Hi, I’m Shunsuke Nakamura (@sunsuk7tp). Just half a year ago, I completed the Computer Science Master’s program in Tokyo Tech and joined to NHN Japan as a member of LINE server team. My ambition is to hack distributed processing and storage systems and develop the next generation’s architecture.
In the LINE server team, I’m in charge of development and operation of the advanced storage system which manages LINE’s message, contacts and groups.
Today, I’ll briefly introduce the LINE storage stack.

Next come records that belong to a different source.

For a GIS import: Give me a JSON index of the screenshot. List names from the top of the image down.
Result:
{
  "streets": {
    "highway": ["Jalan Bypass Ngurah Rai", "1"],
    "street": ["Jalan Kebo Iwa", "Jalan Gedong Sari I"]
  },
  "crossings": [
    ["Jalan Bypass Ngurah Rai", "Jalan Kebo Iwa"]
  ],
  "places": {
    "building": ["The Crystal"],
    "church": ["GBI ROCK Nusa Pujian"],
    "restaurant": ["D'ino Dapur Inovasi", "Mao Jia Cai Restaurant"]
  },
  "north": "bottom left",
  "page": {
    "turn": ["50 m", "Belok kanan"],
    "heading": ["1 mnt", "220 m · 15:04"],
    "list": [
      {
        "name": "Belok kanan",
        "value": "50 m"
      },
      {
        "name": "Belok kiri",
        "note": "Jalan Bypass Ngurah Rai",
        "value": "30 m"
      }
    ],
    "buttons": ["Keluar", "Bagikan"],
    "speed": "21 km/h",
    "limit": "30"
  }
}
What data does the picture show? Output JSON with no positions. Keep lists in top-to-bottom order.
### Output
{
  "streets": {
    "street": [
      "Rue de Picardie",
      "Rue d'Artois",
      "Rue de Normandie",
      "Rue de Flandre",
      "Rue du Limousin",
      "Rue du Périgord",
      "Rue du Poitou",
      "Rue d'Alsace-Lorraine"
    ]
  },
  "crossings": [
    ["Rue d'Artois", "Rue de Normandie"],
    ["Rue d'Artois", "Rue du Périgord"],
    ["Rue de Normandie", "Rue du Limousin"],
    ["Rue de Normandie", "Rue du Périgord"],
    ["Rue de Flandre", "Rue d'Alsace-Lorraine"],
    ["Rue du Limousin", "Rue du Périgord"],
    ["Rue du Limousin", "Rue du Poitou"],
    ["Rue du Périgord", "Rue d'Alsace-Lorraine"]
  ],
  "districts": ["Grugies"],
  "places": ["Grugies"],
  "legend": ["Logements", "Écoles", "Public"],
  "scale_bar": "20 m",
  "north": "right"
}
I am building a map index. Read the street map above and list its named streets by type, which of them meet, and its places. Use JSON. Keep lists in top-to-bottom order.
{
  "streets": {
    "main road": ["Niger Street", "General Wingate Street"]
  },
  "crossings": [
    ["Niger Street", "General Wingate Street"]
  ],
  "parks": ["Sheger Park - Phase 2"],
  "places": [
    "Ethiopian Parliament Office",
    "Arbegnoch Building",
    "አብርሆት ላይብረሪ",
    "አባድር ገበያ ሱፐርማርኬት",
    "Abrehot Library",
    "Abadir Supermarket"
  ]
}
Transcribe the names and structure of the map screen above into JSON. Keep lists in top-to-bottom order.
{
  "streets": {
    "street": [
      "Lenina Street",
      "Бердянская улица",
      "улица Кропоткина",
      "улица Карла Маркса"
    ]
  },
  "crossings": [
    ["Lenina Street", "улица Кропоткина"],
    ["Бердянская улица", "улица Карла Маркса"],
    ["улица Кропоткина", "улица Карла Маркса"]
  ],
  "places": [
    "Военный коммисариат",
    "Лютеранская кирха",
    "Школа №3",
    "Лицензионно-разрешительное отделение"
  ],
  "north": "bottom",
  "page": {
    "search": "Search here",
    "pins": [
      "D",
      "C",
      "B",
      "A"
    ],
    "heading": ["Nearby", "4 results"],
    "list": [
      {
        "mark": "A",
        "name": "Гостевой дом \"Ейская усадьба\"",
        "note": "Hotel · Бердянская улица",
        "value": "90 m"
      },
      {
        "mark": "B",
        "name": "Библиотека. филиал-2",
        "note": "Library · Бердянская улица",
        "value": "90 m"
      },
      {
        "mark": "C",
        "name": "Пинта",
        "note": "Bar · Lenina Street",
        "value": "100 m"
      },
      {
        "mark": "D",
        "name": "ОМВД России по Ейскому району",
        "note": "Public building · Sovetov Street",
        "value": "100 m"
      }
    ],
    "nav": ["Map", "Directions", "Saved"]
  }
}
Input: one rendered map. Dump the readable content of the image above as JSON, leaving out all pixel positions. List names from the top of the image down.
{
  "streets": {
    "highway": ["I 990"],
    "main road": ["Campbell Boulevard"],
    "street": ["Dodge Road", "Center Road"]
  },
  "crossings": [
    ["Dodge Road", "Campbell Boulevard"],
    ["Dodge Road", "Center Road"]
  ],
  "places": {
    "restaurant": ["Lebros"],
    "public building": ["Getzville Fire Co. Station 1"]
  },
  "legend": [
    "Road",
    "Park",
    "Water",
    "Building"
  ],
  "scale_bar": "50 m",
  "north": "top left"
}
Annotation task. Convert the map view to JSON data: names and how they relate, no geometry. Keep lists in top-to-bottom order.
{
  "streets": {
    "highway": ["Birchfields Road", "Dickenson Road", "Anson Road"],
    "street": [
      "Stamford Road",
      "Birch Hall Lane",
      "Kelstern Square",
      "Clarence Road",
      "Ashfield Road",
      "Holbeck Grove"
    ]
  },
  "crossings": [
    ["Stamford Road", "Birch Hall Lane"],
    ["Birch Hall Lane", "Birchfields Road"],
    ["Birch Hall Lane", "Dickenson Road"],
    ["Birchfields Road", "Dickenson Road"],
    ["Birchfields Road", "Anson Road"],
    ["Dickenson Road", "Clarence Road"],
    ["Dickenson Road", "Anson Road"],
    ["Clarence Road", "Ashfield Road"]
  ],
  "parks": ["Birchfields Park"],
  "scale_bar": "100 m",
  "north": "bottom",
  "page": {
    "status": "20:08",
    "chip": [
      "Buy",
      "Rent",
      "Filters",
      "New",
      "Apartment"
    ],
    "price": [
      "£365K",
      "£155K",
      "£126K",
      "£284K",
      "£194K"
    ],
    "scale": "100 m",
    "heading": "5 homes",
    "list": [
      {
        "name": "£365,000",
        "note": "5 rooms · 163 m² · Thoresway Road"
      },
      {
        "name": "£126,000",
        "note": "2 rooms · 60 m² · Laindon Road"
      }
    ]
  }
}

LINE Beginning with Redis [2011.6 ~]
In the beginning, we adopted Redis for LINE’s primary storage. LINE is targeted for an instant messenger quickly exchanging messages, and the scale had been assumed to at most total 1 million registered users within 2011. Redis is an in-memory data store and does its intended job well. Redis also enables us to take snapshots periodically on disk and supports sync/asynchronous master-slave replication. We decided that Redis was the best choice despite the scalability and availability issues caused by the in-memory data store. The entire LINE storage system started with just a single Redis cluster constructed from 3 nodes sharded on client-side.
The larger the scale of the service, the more nodes were needed, and client-side sharding prevented us from scaling effectively. The original Redis still doesn’t support server-side sharding. So far, we have achieved a sharded redis cluster to utilize our developed clustering manager. Our sharded redis cluster is coordinated by the cluster manager daemons and ZooKeeper quorum servers.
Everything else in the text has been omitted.